I came up with something that seems to be proving the assertion. Though, I would not say that I am sure that everything in it is correct. Could someone please read through and comment on it?
Here it goes: First I define a concept that I use in the proof. I have no idea if what I define is consistent with the usual definition of cycle structure, but it works for the purpouse of this proof.
Definition: If \sigma \in S{n} we know that we can write it as a product of disjoint cycles. We characterize \sigma in the following way;
If \sigma is a product of \tau_{k_{1}}, \ldots \tau_{k_{r}}, where the \tau_{k_{i}} are disjoint cycles of length k_{i}, we say that the cycle structure of \sigma is \sum{k_{i}}, denoted \mathcal{S}(\sigma) = \sum{k_{i}}.

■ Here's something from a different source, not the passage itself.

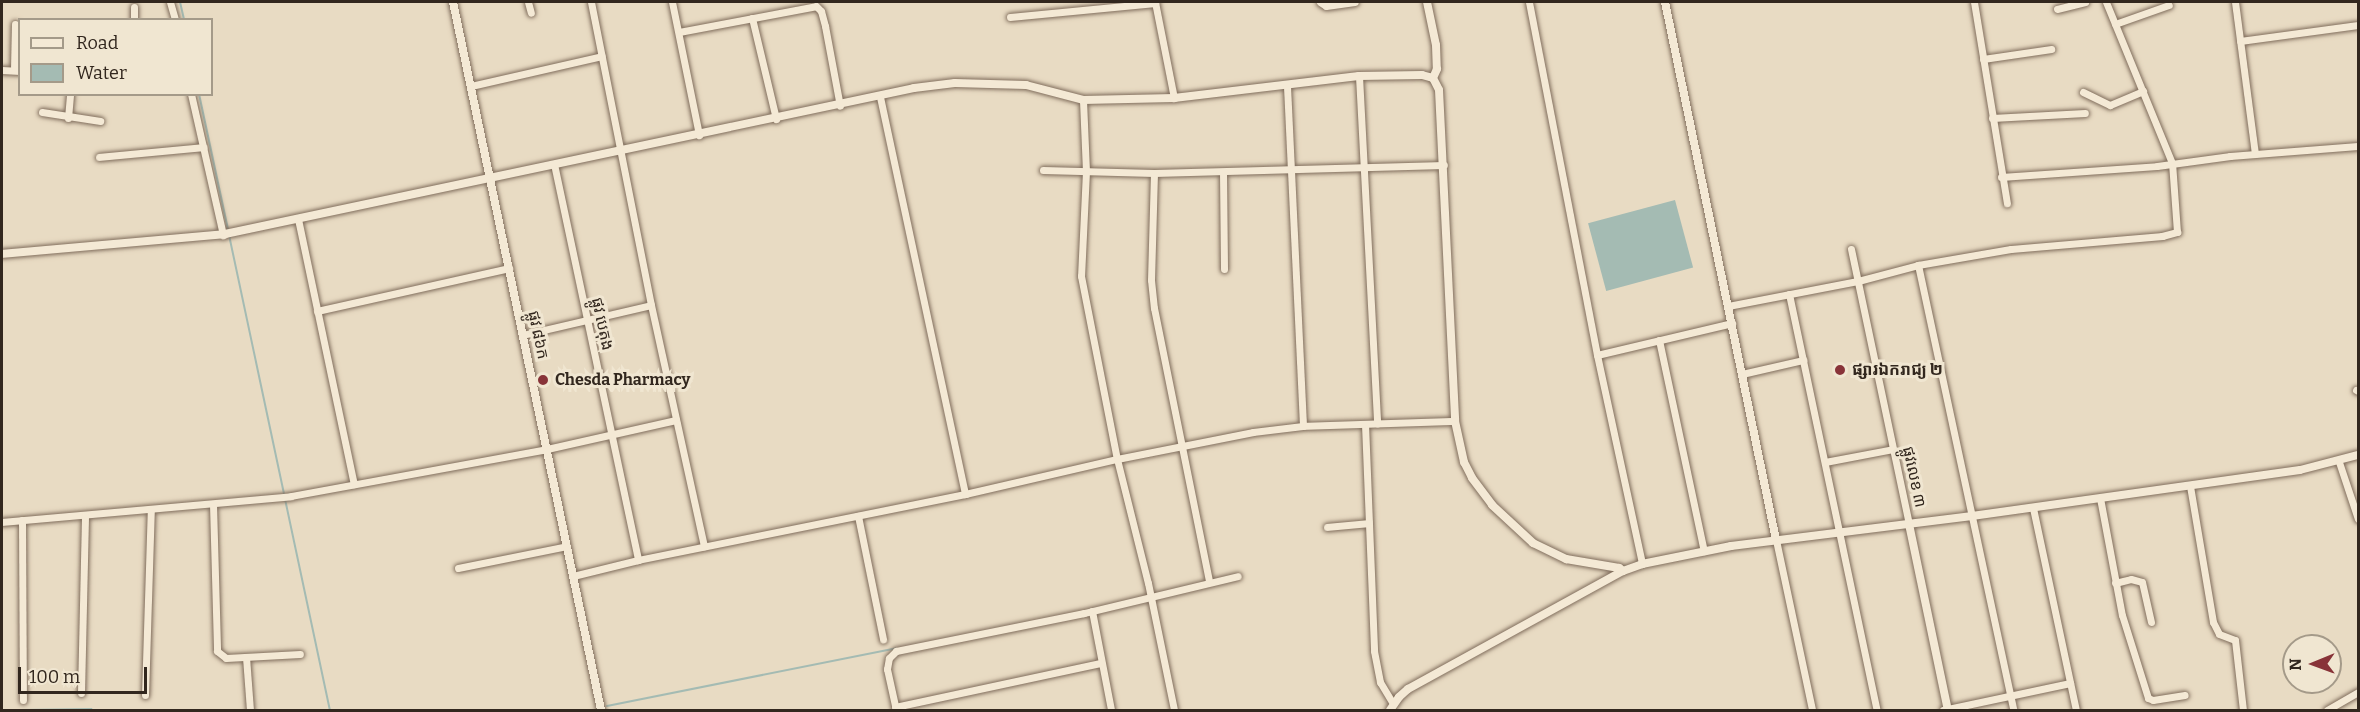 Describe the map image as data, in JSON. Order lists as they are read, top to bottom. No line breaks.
{"streets":{"street":["ផ្លូវ បេតុង","ផ្លូវ ៨៦ក","ផ្លូវលេខ ៣"]},"places":["ផ្សារឯករាជ្យ ២","Chesda Pharmacy"],"legend":["Road","Water"],"scale_bar":"100 m","north":"left"}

Proof: Assume H \leq A_{5}, |H| = 20. If \sigma \in H then \mathcal{S}(\sigma) \in \{\phi,\: 2+2,\: 5\}, as if the structure would have been 2,4,3+2 it would have been an odd permutation. As the order of a 3-cycle is 3, we get by Lagrange's Theorem that no 3-cycle can be an element of a group of order 20. Thus we know that any element \sigma \in H must be either a product of two disjoint transpositions, a 5-cycle or a product of these. We now examine the subgroups of A_{5} having only elements of said type.
Let \tau and \sigma be of structure 2+2 and 5, respectively. Consider the subgroup K = \langle(\tau, \sigma)\rangle. As there exists 5 distinct powers of \sigma and 2 distinct powers of \tau (conclusion drawn by the orders of the subgroups generated by one of the elements), we know that |K| \geq 5+2-1, as the identity is counted twice. Also, as the \tau\sigma^{k} are distinct for k = 1,2,3,4,5, and only for k = 5 we have \tau\sigma^{k} = \tau, we get |K| \geq 10. If \tau conjugates \sigma to a power of itself, equality holds. Even if one would not guess that this tells us anything, it actually reduces the problem quite alot.

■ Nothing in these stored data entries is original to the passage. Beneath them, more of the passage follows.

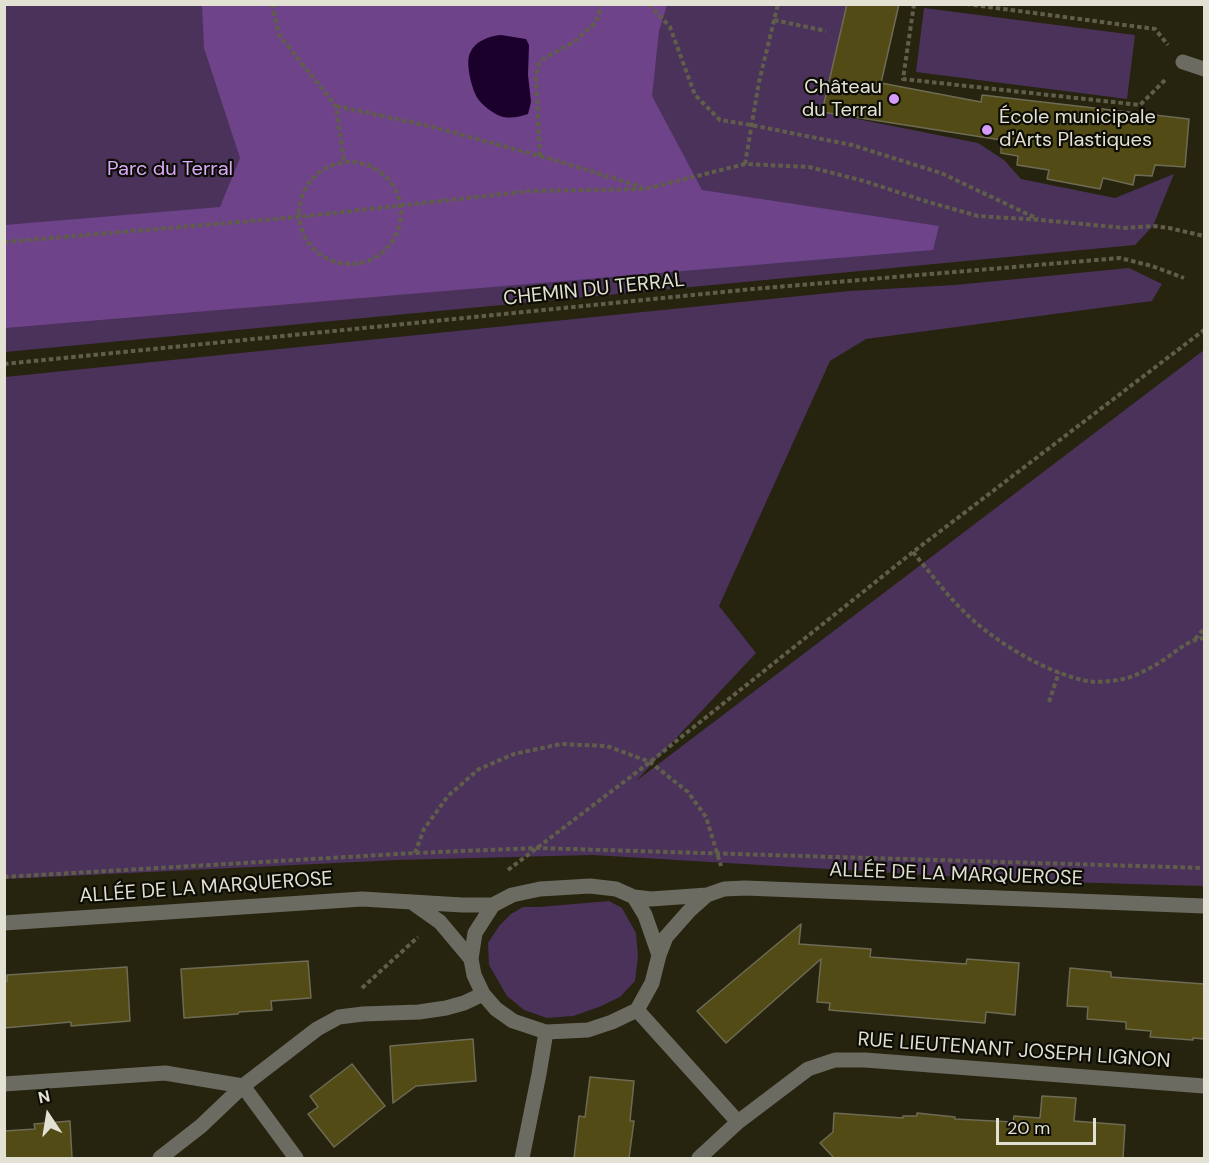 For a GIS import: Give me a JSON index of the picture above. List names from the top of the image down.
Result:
{
  "streets": {
    "street": ["ALLÉE DE LA MARQUEROSE", "RUE LIEUTENANT JOSEPH LIGNON"],
    "path": ["CHEMIN DU TERRAL"]
  },
  "parks": ["Parc du Terral"],
  "places": ["Château du Terral", "École municipale d'Arts Plastiques"],
  "scale_bar": "20 m",
  "north": "top"
} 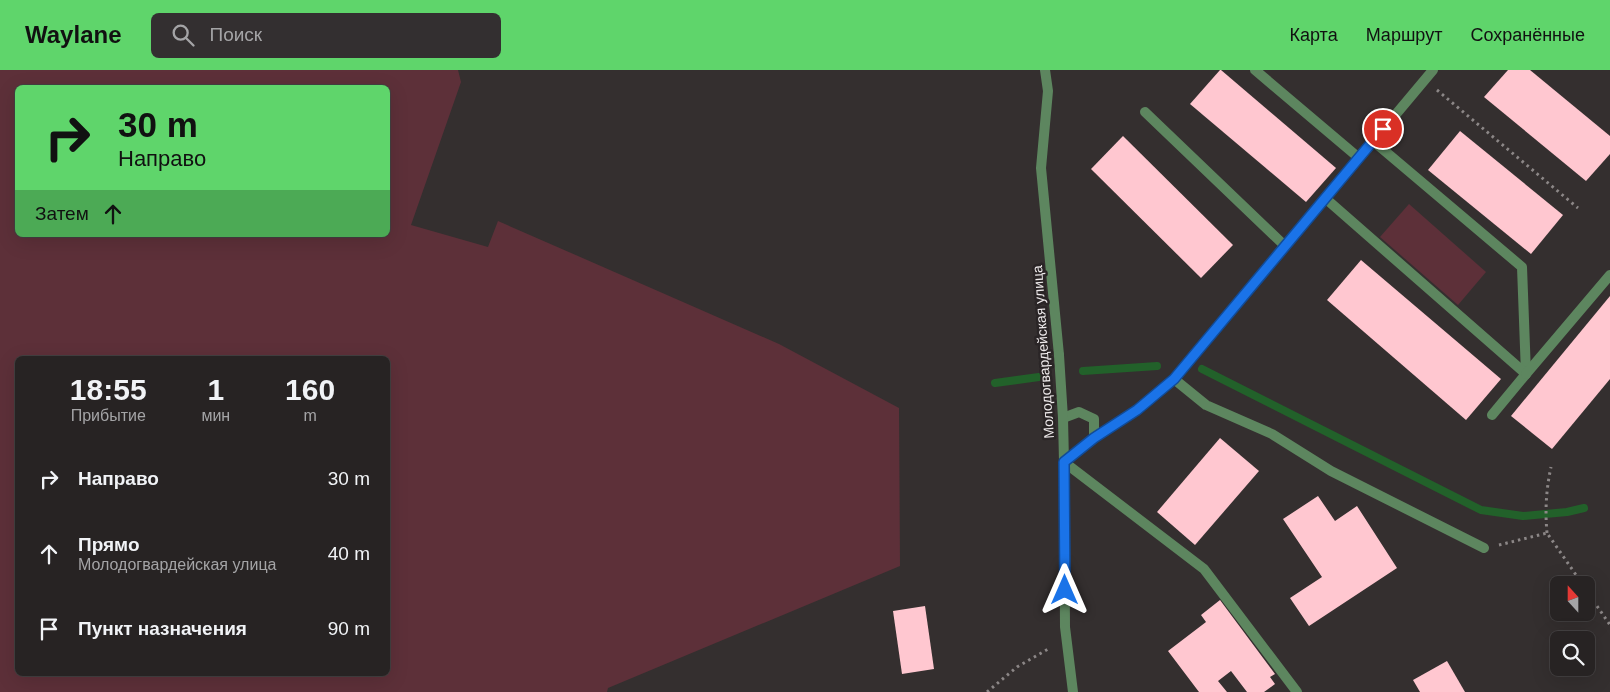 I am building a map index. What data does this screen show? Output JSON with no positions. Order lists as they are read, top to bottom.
{
  "streets": {
    "street": ["Молодогвардейская улица"]
  },
  "north": "top",
  "page": {
    "header": "Waylane",
    "search": "Поиск",
    "nav": ["Карта", "Маршрут", "Сохранённые"],
    "turn": ["30 m", "Направо"],
    "then": "Затем",
    "eta": [
      "18:55",
      "Прибытие",
      "1",
      "мин",
      "160",
      "m"
    ],
    "list": [
      {
        "name": "Направо",
        "value": "30 m"
      },
      {
        "name": "Прямо",
        "note": "Молодогвардейская улица",
        "value": "40 m"
      },
      {
        "name": "Пункт назначения",
        "value": "90 m"
      }
    ]
  }
}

If we are to arrive at a subgroup of order 20 we must adjoin some element of the appropriate type to the generating set. However, if we adjoin a 5-cycle \sigma', we have that, if K' = \langle(\tau, \sigma', \sigma)\rangle, |K'| \geq 40, so it will generate the whole of A_{5}. If we adjoin another double-transposition \tau' perhaps? Well, if K'' = \langle(\tau, \tau', \sigma)\rangle, for every \rho \in K we obtain \tau'\rho \in K'' \backslash K, and they are by the cancellation laws with respect to \tau' all distinct. Thus |K''| \geq 20. Can we have equality? Well, no, as \tau and \sigma does not commute. This is due to the fact that, if they would commute, so \tau\sigma = \sigma\tau, then \tau\sigma\tau = \tau^{2}\sigma = \sigma. But if \sigma = (a_1, a_2, a_3, a_4, a_5) and \tau = (a_1, a_k)\tau_x where \tau_x is a transposition (we can always modify \sigma to begin with the same letter as \tau), then \tau\sigma\tau moves a_1 to a_k, further to a_{k+1} and we would be forced to require \tau to move a_k+1 back to a_{2}. Thus \tau = (a_1, a_k)(a_k + 1, a_2), so \tau\sigma\tau moves a_2 to a_{k+1}, and then to a_{k+2}. As \sigma moves a_2 to a_3, we would need k+2 = 3, so k=1. But then \tau would certainly not be a double transposition, which is a contradiction.
Thus we have |K''| > 20. As every step in the construction was necessary to even keep the possibility of K'' = H, the supposed subgroup of order 20 of A_5, we can be sure that no such subgroup exists.